2
votes

I'm very new to powershell and im currently trying to write a script that finds a referenced filepath in a file, takes out only the last part of the path (The filename) and moves it to the same destination like the folder containing it.

I have a functional script that does what i want, the only thing left is that its not supposed to look for the whole path of the referenced file. Because the path isnt correct anymore. It should just look for the filename and find and move it.

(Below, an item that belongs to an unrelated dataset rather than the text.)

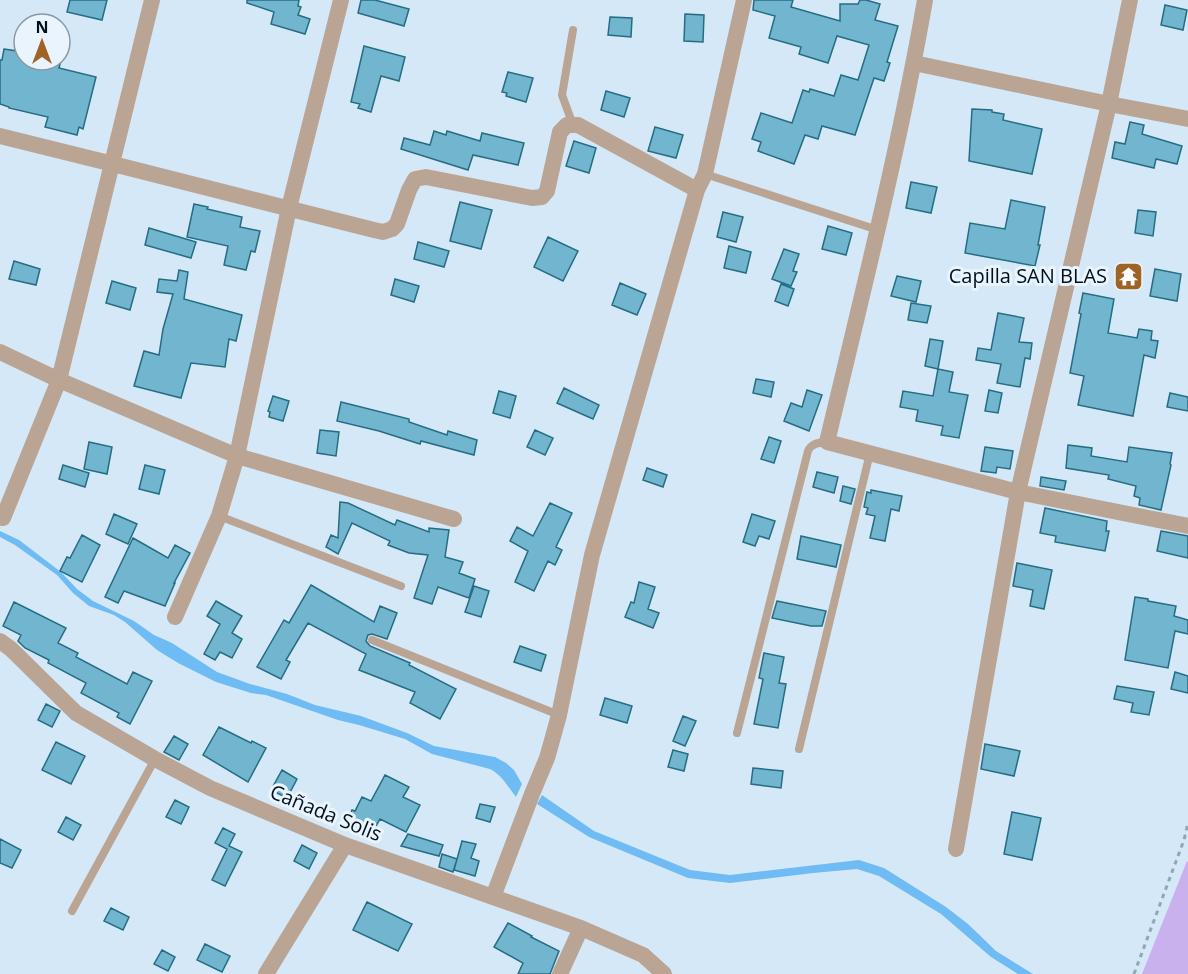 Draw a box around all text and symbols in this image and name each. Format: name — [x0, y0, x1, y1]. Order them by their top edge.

This is my current script:

    $source      = 'Z:\Documents\16_Med._App\Aufträge\RuheEKG_24HBP_Skript\Ursprung_test'
$destination = 'Z:\Documents\16_Med._App\Aufträge\RuheEKG_24HBP_Skript\24BHD'
$toDelete    = 'Z:\Documents\16_Med._App\Aufträge\RuheEKG_24HBP_Skript\ToDelete'
$pattern1    = 'AmbulatoryBloodPressure'
$pattern2    = 'RuheEKG'


# Erstellt Array mit pfad und filename
$allFiles = @(Get-ChildItem $source -File | Select-Object -ExpandProperty FullName)

foreach($file in $allFiles) {
    # Dateinhalt als Array
    $content = Get-Content -Path $file

    # Wählt Destinationspfad
        if ($content | Select-String -Pattern $pattern1 -SimpleMatch -Quiet)  
         {
        $dest = $destination
    }
    else {
        $dest = $toDelete
    }

    # Prüft ob Datei einen Pfad enthält
    $refCount = 0
    $content | Select-String -Pattern '(^.*)([A-Z]:\\.+$)' -AllMatches | ForEach-Object {


        $prefix  = $_.Matches[0].Groups[1].Value   
        $refPath = $_.Matches[0].Groups[2].Value   # Bitmap file Path wird geholt

        if (Test-Path -Path $refPath -PathType Leaf) {
            Write-Host "Moving referenced file '$refPath' to '$dest'"
            Move-Item -Path $refPath -Destination $dest -Force


        }
        else {
            Write-Warning "Referenced file '$refPath' not found"
        }
    }
    $refPath -split "\"
       $refPath[4]
    write-host $refpath

    # Bewegt die Files an die vorher festgelegte Destination.
    Write-Host "Moving file '$file' to '$dest'"
    Move-Item -Path $file -Destination $dest -Force
}

This is the referenced bitmap file: enter image description here

2
Your regex doesn't seem right (^.*) will match any line that starts with an unlimited amount of any character... BTW I would rather not convert the pathes of $allFiles to string that early. If you keep the pathes as path objects you can use its members like .FullName and .DirectoryName later more easily. - T-Me
How about [A-Za-z]:(\\[\w\s-]*)+(\.\w{3}) as regex for the path? You dont need to care for the numbers in the beginning of the row. - T-Me

2 Answers

6
votes

You have several options to savely work with file-paths and -names in PowerShell.

Built-in cmdlets

# Get the file name
$fileName = Split-Path $refPath -Leaf

# Get the directory path
$dirPath = Split-Path $refPath -Parent

.NET methods

# Get the file name
$fileName = [System.IO.Path]::GetFileName($refPath)

# Get the directory path
$dirPath = [System.IO.Path]::GetDirectoryName($refPath)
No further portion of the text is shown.